MATERIALS PROVIDED Start Marker

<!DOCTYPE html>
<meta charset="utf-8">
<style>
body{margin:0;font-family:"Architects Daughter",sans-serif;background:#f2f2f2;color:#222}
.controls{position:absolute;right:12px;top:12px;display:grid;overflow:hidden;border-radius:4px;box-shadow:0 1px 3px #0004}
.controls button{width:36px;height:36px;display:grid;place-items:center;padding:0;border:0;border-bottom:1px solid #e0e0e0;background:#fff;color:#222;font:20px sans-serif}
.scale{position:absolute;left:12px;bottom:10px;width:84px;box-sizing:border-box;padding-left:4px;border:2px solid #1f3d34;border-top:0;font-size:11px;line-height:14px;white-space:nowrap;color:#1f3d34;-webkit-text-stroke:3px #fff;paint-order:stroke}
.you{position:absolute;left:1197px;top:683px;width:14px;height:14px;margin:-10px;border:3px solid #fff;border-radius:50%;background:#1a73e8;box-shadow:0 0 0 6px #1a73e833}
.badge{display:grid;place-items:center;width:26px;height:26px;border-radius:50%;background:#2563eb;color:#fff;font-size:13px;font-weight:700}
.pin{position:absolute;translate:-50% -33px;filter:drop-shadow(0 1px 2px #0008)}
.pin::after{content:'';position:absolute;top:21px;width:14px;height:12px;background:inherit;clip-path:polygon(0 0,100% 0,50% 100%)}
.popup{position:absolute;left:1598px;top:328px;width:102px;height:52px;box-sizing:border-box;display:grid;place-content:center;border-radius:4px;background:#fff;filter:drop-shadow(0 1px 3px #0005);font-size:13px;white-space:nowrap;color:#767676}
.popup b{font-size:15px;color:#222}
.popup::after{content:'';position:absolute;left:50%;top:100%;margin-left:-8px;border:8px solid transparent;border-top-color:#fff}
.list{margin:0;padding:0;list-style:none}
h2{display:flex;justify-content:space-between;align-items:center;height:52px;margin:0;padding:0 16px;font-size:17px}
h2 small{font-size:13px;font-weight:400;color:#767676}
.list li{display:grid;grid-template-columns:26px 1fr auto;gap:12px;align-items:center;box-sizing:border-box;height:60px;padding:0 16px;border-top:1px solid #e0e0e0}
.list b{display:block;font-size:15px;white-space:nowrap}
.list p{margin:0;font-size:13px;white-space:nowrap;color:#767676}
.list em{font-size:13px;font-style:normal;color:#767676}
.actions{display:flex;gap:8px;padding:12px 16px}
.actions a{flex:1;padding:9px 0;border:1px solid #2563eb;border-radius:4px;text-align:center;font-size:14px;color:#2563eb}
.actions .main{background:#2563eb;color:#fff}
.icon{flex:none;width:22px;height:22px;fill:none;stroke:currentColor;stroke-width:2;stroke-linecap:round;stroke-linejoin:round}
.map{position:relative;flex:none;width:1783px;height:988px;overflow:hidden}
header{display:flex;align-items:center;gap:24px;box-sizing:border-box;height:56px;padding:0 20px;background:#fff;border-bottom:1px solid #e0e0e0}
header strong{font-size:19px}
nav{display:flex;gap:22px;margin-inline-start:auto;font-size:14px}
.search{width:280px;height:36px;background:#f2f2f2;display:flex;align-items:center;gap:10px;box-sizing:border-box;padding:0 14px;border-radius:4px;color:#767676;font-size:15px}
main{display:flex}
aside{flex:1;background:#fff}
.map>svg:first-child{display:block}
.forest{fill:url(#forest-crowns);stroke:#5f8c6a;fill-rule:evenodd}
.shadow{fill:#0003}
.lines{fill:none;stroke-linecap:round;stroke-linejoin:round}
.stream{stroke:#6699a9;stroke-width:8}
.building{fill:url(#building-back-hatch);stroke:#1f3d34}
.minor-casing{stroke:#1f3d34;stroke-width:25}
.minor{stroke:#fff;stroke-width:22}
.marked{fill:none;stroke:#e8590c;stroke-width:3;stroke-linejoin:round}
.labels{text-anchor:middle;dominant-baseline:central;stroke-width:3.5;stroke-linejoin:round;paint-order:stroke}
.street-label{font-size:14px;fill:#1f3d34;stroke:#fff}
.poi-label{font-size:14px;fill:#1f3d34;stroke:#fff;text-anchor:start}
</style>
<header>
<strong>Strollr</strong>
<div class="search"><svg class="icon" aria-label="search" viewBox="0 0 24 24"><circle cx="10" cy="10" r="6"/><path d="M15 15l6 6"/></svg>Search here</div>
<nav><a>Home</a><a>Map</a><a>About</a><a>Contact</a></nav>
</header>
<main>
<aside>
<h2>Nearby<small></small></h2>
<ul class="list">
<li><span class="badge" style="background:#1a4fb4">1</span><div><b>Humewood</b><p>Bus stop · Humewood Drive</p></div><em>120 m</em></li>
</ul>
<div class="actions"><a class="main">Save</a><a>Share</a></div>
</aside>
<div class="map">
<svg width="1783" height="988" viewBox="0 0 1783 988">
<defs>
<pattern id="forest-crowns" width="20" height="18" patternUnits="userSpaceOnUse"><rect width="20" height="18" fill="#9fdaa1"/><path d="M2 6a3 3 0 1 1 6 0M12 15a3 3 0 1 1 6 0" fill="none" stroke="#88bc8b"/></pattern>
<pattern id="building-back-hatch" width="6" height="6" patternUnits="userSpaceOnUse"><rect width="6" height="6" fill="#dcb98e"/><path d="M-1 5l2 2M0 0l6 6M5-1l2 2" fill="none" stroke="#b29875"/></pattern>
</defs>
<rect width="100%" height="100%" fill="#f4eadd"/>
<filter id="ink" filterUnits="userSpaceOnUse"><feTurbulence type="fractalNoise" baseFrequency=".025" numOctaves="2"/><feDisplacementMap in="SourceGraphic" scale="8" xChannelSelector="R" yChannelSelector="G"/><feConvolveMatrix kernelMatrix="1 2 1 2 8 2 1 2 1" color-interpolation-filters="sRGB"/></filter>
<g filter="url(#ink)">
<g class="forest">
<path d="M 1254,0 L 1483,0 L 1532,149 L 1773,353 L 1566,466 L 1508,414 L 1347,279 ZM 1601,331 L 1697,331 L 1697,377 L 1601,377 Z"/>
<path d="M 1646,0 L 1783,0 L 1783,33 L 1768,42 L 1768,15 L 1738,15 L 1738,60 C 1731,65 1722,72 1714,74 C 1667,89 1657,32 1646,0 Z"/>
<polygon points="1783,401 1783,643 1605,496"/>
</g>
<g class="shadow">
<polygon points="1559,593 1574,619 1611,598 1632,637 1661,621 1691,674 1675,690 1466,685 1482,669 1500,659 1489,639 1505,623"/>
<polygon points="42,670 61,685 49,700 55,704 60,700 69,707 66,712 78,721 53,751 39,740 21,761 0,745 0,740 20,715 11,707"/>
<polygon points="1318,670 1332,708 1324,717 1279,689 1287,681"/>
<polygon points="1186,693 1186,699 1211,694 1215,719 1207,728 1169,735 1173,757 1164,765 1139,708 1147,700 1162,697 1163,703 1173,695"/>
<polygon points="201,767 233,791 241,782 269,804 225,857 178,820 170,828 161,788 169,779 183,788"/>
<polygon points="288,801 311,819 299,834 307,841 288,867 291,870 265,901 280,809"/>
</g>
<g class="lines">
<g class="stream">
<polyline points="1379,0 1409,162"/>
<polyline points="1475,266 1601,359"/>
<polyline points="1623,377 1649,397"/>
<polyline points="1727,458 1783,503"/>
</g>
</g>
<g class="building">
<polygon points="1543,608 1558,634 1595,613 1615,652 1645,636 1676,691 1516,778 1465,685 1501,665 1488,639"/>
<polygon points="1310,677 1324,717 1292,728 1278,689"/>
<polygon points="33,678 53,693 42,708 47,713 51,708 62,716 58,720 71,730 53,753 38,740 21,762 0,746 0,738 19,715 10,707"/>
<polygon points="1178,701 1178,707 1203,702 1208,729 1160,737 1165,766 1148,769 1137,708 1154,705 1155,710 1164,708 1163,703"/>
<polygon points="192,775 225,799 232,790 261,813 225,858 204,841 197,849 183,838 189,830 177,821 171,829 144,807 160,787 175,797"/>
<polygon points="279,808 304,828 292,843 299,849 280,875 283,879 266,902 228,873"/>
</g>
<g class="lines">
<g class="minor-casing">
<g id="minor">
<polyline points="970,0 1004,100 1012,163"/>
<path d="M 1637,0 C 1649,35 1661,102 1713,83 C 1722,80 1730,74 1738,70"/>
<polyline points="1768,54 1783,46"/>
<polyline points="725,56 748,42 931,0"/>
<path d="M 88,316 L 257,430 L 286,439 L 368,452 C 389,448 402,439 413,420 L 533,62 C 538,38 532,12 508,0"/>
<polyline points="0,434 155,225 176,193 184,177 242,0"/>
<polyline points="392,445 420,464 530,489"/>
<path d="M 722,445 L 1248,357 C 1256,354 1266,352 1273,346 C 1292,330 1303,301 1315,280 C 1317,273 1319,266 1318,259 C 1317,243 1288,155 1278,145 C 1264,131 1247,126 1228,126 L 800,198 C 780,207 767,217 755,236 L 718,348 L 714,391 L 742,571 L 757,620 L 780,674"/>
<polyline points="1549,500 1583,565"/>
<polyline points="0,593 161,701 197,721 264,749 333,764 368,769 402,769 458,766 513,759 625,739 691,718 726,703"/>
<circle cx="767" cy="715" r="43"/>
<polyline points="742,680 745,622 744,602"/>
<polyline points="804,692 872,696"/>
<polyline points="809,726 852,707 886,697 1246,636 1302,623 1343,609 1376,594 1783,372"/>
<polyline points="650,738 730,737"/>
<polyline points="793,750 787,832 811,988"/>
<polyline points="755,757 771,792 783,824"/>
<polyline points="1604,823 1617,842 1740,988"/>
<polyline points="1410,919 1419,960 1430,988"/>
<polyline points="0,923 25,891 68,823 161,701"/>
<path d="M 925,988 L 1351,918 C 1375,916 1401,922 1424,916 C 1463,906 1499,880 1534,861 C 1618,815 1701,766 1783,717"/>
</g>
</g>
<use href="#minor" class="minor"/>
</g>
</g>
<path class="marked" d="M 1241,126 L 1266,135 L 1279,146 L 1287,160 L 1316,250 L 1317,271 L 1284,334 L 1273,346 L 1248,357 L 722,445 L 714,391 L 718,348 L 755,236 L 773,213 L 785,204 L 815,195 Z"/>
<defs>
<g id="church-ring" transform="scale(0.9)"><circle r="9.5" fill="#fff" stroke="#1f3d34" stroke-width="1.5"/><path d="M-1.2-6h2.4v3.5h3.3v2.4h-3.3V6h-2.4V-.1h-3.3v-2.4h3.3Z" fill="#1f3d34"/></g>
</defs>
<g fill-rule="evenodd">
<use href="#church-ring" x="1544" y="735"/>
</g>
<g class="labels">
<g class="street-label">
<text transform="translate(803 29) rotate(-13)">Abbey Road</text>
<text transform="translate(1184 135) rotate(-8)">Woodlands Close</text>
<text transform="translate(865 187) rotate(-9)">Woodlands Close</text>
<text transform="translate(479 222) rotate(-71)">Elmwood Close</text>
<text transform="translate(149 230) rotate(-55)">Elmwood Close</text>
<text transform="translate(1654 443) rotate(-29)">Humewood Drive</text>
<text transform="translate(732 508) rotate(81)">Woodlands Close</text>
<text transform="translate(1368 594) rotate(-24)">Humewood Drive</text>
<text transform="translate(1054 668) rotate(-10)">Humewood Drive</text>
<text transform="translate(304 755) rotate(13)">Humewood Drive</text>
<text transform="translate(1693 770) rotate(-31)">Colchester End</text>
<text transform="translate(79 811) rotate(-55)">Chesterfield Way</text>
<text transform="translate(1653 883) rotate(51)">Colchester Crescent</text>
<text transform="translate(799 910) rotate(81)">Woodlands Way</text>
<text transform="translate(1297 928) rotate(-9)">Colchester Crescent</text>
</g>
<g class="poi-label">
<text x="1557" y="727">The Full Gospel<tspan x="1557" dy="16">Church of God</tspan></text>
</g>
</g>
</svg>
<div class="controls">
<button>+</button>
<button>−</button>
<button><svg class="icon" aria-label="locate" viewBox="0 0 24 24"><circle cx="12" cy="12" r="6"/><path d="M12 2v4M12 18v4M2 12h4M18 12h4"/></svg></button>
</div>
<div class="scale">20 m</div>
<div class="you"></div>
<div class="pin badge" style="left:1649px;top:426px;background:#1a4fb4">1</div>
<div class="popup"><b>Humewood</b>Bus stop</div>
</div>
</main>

MATERIALS PROVIDED End Marker

● **WORK TO BE COMPLETED**
Every line that holds the word "linecap" should be copied from the listing.

● **RESULT FOR THIS TASK**
.icon{flex:none;width:22px;height:22px;fill:none;stroke:currentColor;stroke-width:2;stroke-linecap:round;stroke-linejoin:round}
.lines{fill:none;stroke-linecap:round;stroke-linejoin:round}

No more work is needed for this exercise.